The Rams' receivers have been just as bad as the O-Line in recent years.
Issac Bruce got old and left as a free agent after the 2007 season. Torry Holt is the owner of that last 1,000-yard season in 2007, catching 93 passes for 1,189 yards and seven touchdowns. The Rams never found an adequate replacement for Bruce. As Holt began to decline, the Rams never found anybody to replace him either.
You can't say the Rams didn't try.
The Rams have drafted nine wide receivers since the 2007 draft, including Chris Givens and Brian Quick, the Rams' most recent draft choices. Of those nine receivers, seven of them have been drafted in the fourth round or earlier, but none of them have been first-round picks.
Of those nine receivers, they have caught a combined 207 passes for only 2,445 yards.
The most productive receiver the Rams have drafted since the departure of Holt and Bruce has been Donny Avery, the first pick in the second round back in 2008. Avery's career totals look like what Rams fans hoped he could accomplish in one great season: 103 catches for 1,308 yards and nine touchdowns.
So after so many years of ineptitude, do the Rams finally have a 1,000-yard receiver on their roster?
All eyes are on Brian Quick, the Rams' 2012 second-round draft pick. Quick is the most physically imposing receiver (6'4", 220 pounds) on the roster, and he is also a fluid athlete. Chris Givens, a 2012 fourth-round pick, is the fastest player on the roster.
Both rookies bring a deep-threat element to this offense that's been lacking for several seasons.
Greg Salas, a 2011 fourth-round pick, had a decent showing as a rookie before breaking his leg. Salas has been a bright spot in camp so far this year and looks like a keeper.

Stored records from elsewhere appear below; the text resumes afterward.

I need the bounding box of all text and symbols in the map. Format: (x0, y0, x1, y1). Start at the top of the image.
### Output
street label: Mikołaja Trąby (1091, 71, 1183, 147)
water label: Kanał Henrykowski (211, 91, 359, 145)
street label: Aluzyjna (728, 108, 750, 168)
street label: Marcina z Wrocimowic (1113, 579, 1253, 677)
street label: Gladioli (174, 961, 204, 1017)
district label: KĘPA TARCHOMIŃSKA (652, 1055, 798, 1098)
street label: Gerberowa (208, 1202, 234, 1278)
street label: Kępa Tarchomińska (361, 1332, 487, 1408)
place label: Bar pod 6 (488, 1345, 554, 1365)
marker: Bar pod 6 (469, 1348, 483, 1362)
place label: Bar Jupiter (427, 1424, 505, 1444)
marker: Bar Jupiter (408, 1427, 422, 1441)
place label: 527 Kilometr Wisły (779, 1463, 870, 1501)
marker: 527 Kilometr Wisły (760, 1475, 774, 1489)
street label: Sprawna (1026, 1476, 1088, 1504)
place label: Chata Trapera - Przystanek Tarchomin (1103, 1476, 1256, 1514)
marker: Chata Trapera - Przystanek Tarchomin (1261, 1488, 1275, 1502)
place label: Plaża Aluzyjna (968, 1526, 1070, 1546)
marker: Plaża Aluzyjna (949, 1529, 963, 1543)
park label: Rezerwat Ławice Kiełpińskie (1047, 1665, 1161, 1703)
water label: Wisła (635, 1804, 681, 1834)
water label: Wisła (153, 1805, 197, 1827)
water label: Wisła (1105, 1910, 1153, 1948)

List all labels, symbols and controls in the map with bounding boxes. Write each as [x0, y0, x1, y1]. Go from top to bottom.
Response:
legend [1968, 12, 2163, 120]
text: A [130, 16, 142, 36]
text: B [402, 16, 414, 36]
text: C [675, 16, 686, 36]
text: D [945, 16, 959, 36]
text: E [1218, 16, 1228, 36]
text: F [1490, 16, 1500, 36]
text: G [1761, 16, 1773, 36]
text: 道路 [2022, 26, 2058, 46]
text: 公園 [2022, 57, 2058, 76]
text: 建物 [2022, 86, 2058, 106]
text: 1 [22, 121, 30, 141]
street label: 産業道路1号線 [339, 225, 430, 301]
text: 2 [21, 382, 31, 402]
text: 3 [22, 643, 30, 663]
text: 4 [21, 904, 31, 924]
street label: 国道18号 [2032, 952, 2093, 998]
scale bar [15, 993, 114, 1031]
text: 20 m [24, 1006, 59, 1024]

Danny Amendola, the Rams' leading receiver in 2010 with 85 catches, has a chance to have a big season after missing almost all of last season with a dislocated elbow.
In my opinion, none of these players will rack up 1,000 yards in 2012.
The Rams simply don't have a stud receiver, somebody capable of dominating a secondary, on this roster. Maybe Brian Quick will be that player one day. We all certainly hope so. He isn't that guy today. Amendola is going to get his catches, but he only averages around eight yards per catch.
The Rams, besides not having a dominant receiver, aren't going to throw the ball enough for any one guy to put up monster numbers. Just listening to Steven Jackson talk about it (via ESPN), the Rams are about to run the ball down people's throat.
"This offense is ground, pound and we’re in your face," Jackson said. "Regardless of how much a team studies about us, they are probably going to be able to tell, out of this formation, this is what they like to run. So now the mentality has gone from trying to be tricky or crafty to more so, 'This is my hole, this is where I’m going, stop me.' Completely different attitude."
This game plan will evolve over time. As Quick becomes an elite receiver, and as the Rams' offensive line gets better, you can expect them to throw the ball more. For now, they will pound teams with the run and they will try to protect Sam Bradford.
So we probably won't have a 1,000-yard receiver this year, but this team is headed in the right direction.